● Exercise brief: Copy out lines with the word "controls" from the material that follows.
((
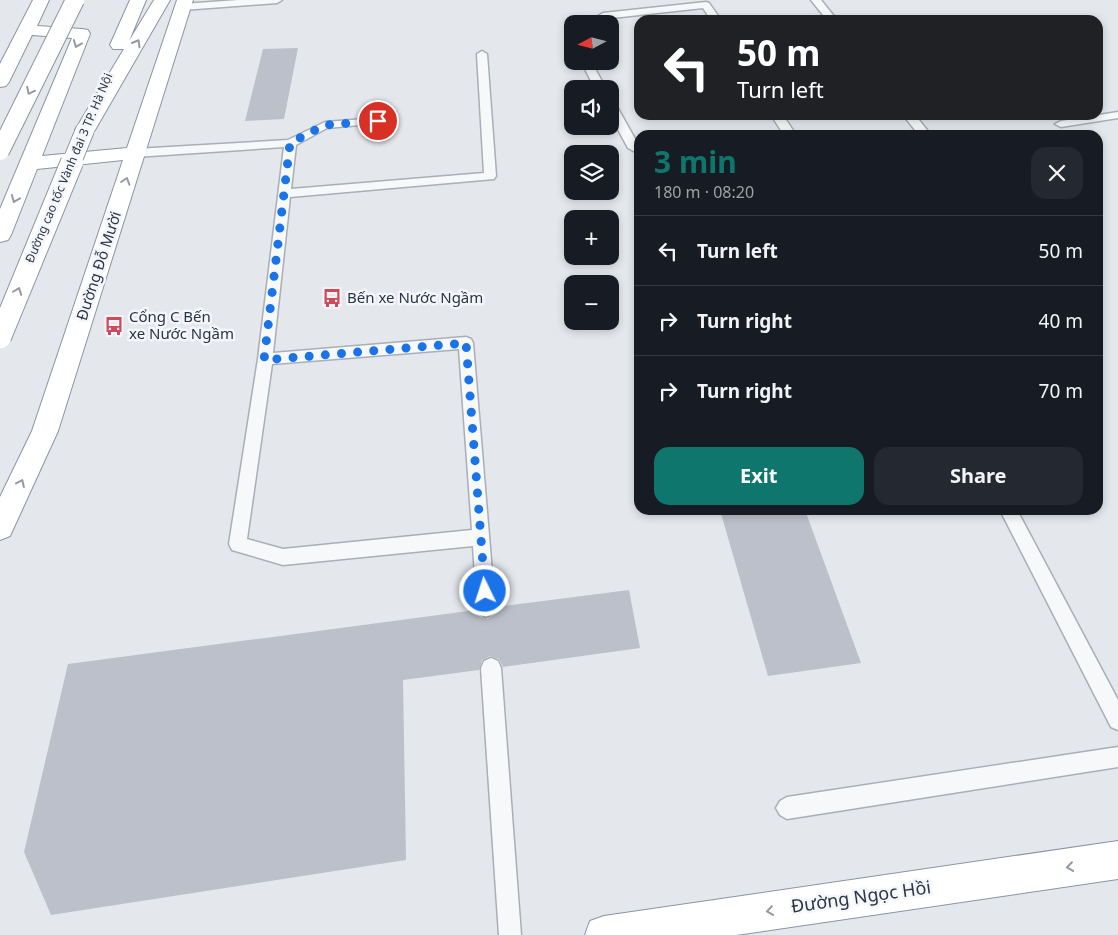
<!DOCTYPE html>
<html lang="en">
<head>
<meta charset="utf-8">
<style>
  body { margin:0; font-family:"Noto Sans",sans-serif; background:#242831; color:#f1f3f6; height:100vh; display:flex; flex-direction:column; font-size:19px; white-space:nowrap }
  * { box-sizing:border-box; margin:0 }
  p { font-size:16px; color:#9ea1a6 }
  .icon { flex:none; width:28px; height:28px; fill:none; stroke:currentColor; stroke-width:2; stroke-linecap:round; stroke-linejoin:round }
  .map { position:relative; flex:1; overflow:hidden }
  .sheet { position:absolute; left:634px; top:130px; width:469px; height:385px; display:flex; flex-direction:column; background:#171b24; border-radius:15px; box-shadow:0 2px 8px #0003 }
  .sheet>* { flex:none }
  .hud { position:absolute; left:634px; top:15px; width:469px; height:105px; border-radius:15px; box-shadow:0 2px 8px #0003; background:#202124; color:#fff; overflow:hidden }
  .needle { width:32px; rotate:263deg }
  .controls { position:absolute; left:564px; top:15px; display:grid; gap:10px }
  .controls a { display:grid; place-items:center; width:55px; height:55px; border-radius:10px; background:#171b24; box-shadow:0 2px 8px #0003; font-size:25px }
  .pin { position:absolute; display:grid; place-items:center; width:42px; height:42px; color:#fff; margin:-21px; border:2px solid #fff; border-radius:50%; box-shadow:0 1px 5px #0007 }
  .me { position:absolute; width:55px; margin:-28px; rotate:356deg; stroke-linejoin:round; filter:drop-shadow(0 0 4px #0008) }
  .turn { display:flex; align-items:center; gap:18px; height:105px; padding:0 20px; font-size:22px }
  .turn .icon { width:65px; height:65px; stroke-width:2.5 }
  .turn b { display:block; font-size:35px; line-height:42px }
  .round { display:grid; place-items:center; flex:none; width:52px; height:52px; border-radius:15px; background:#242831 }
  .head { display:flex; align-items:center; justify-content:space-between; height:85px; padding:0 20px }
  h1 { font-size:30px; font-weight:700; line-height:38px; color:#0f766e }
  .button { display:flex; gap:10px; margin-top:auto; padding:10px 20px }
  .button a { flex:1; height:58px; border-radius:15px; background:#0f766e; color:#fff; font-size:20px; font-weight:700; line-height:58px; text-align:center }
  .button a+a { background:#242831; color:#f1f3f6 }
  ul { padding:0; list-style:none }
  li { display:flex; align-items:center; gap:15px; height:70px; padding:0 20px; border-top:1px solid #363941 }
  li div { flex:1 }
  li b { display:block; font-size:19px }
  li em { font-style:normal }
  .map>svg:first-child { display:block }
  .building { fill:#bbc0ca }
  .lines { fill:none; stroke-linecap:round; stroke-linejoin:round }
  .service-casing { stroke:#a9aeb7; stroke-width:3 }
  .trunk-casing { stroke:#8b94a3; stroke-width:2 }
  .motorway-casing { stroke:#8b94a3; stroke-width:2 }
  .service { fill:#f7f8fa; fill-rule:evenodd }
  .trunk { fill:#fff; fill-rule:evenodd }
  .motorway { fill:#fff; fill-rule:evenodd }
  .motorway-bridge-far1-casing { stroke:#8b94a3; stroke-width:20; stroke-linecap:butt }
  .motorway-bridge-casing { stroke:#8b94a3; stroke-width:24; stroke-linecap:butt }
  .motorway-bridge-far1 { stroke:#fff; stroke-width:18 }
  .motorway-bridge { stroke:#fff; stroke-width:22 }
  .oneway { stroke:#959aa2 }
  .route { stroke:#1a73e8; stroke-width:9; stroke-dasharray:0 16.2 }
  .labels { text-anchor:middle; stroke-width:5; stroke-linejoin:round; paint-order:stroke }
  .far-street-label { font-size:12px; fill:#2b3445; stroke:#f4f6f9 }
  .street-label { font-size:15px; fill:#2b3445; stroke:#f4f6f9 }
  .poi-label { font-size:15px; fill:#2b3445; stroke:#f4f6f9; text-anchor:start }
  .near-street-label { font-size:18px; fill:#2b3445; stroke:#f4f6f9 }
</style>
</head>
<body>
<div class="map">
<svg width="1118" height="935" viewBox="0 0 1118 935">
  <rect width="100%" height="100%" fill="#e4e7ec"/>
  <g class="building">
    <polygon points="298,48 284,119 245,121 263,49"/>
    <polygon points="720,510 805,510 861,663 768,676"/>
    <polygon points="629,590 640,648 503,667 499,659 490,656 482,660 479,670 403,680 406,860 51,915 24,852 68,664 476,610 479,616 487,619 494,615 497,607"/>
  </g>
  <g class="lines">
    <g class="service-casing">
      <g id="service">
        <polygon points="238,0 282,0 277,3 183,10 178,7 183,4"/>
        <polygon points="811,0 821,0 837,20 827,20"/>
        <polygon points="706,2 709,3 721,20 711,20 703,8 603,19 598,16 603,13"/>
        <path d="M482,51L487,54L496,176L494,179L290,197L273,353L466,337L471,339L473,343L495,608L492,614L486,617L480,614L477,608L473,546L283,565L232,550L229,544L258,359L284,147L135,157L129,153L135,149L288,140L325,122L378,118L384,121L382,123L327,128L296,145L291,189L484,173L477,54ZM459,349L472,530L283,549L247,539L272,364Z"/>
        <polygon points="581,61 591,61 606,89 595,89"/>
        <polygon points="610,102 616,105 639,146 639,154 628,148 610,115"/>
        <polygon points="1118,112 1118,118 1061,127 1055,124 1061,121"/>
        <polygon points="771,115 783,115 796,135 784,135"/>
        <polygon points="903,115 915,115 931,135 919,135"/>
        <polygon points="1000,510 1017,510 1118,700 1118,730 1111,727"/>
        <polygon points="491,658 498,661 501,668 521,935 499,935 481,668 484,661"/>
        <polygon points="1118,747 1118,767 787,819 780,815 776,808 780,801 787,797"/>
      </g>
    </g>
    <g class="trunk-casing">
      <g id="trunk">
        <polygon points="33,0 49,0 37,26 82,29 88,30 90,34 42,156 127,148 177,0 193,0 58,431 10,536 0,540 0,497 32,431 123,160 37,169 11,235 8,240 0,242 0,209 72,38 32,35 9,82 6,86 0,87 0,64"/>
        <polygon points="1118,841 1118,879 736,935 585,935 590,921 604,916"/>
      </g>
    </g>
    <g class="motorway-casing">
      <polygon id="motorway" points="130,0 146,0 129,41 154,0 170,0 95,130 92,134 78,134 75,130 124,49 113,49 110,45"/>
    </g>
    <use href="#service" class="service"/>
    <use href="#trunk" class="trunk"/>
    <use href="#motorway" class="motorway"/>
    <g class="motorway-bridge-far1-casing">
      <g id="motorway-bridge-far1">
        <polyline points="0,151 75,0"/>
        <polyline points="71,164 85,130"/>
      </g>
    </g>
    <g class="motorway-bridge-casing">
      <polyline id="motorway-bridge" points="0,337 72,162"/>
    </g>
    <use href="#motorway-bridge-far1" class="motorway-bridge-far1"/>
    <use href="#motorway-bridge" class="motorway-bridge"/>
  </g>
  <defs><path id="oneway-chevron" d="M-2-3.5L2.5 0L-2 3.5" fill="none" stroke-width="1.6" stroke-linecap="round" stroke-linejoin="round" transform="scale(1.25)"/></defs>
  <g class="oneway">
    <use href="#oneway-chevron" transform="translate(137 43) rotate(-60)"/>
    <use href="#oneway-chevron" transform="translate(77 44) rotate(112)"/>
    <use href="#oneway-chevron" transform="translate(30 91) rotate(116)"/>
    <use href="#oneway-chevron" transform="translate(126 181) rotate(-72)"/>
    <use href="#oneway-chevron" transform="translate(15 199) rotate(112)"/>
    <use href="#oneway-chevron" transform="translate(18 291) rotate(-69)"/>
    <use href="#oneway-chevron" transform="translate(21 483) rotate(-65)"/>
    <use href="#oneway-chevron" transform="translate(1070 867) rotate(172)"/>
    <use href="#oneway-chevron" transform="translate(770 911) rotate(172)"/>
  </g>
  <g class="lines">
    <polyline class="route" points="378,121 325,125 290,143 264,360 466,343 485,591"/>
  </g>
  <defs>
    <g id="bus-bare" transform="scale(1.5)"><path d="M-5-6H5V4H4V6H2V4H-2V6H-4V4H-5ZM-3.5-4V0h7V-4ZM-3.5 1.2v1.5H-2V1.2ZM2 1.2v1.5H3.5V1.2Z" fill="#d1495b" stroke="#f4f6f9" stroke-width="2.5" paint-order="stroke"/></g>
  </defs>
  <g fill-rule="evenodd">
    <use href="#bus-bare" x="332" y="298"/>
    <use href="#bus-bare" x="114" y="326"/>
  </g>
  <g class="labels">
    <g class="far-street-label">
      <text transform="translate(69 168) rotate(-67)" y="4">Đường cao tốc Vành đai 3 TP. Hà Nội</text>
    </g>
    <g class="street-label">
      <text transform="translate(99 266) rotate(-72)" y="5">Đường Đỗ Mười</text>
    </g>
    <g class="poi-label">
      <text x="347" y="303">Bến xe Nước Ngầm</text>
      <text x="129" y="322">Cổng C Bến<tspan x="129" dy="17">xe Nước Ngầm</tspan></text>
    </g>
    <g class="near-street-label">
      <text transform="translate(861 897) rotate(-8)" y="6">Đường Ngọc Hồi</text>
    </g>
  </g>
</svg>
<div class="controls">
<a><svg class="needle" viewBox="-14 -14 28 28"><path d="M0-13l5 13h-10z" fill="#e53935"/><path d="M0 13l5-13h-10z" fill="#9ea1a6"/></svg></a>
<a><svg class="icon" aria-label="sound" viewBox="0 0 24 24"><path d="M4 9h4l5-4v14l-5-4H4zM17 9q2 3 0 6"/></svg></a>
<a><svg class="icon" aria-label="layers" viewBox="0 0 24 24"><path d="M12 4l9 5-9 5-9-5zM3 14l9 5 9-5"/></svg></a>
<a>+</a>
<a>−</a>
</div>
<div class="pin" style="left:378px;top:121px;background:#d93025"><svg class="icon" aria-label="arrive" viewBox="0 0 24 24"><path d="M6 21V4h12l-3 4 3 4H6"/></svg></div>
<svg class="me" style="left:485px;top:591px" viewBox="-20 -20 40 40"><circle r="17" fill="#1a73e8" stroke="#fff" stroke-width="3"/><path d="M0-11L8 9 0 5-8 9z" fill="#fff"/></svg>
<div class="hud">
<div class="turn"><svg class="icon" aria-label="left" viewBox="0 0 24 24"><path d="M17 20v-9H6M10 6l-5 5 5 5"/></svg><div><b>50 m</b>Turn left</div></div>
</div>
<section class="sheet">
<div class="head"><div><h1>3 min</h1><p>180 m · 08:20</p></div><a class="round"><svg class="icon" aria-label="close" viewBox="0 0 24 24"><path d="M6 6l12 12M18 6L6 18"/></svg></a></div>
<ul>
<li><svg class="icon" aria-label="left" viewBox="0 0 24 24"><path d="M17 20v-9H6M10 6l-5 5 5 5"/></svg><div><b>Turn left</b></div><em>50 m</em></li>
<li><svg class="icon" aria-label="right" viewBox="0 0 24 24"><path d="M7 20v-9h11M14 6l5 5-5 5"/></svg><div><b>Turn right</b></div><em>40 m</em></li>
<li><svg class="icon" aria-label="right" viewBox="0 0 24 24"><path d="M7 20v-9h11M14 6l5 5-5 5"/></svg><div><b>Turn right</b></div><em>70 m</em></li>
</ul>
<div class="button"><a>Exit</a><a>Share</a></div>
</section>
</div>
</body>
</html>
))
● Result of the task:
  .controls { position:absolute; left:564px; top:15px; display:grid; gap:10px }
  .controls a { display:grid; place-items:center; width:55px; height:55px; border-radius:10px; background:#171b24; box-shadow:0 2px 8px #0003; font-size:25px }
<div class="controls">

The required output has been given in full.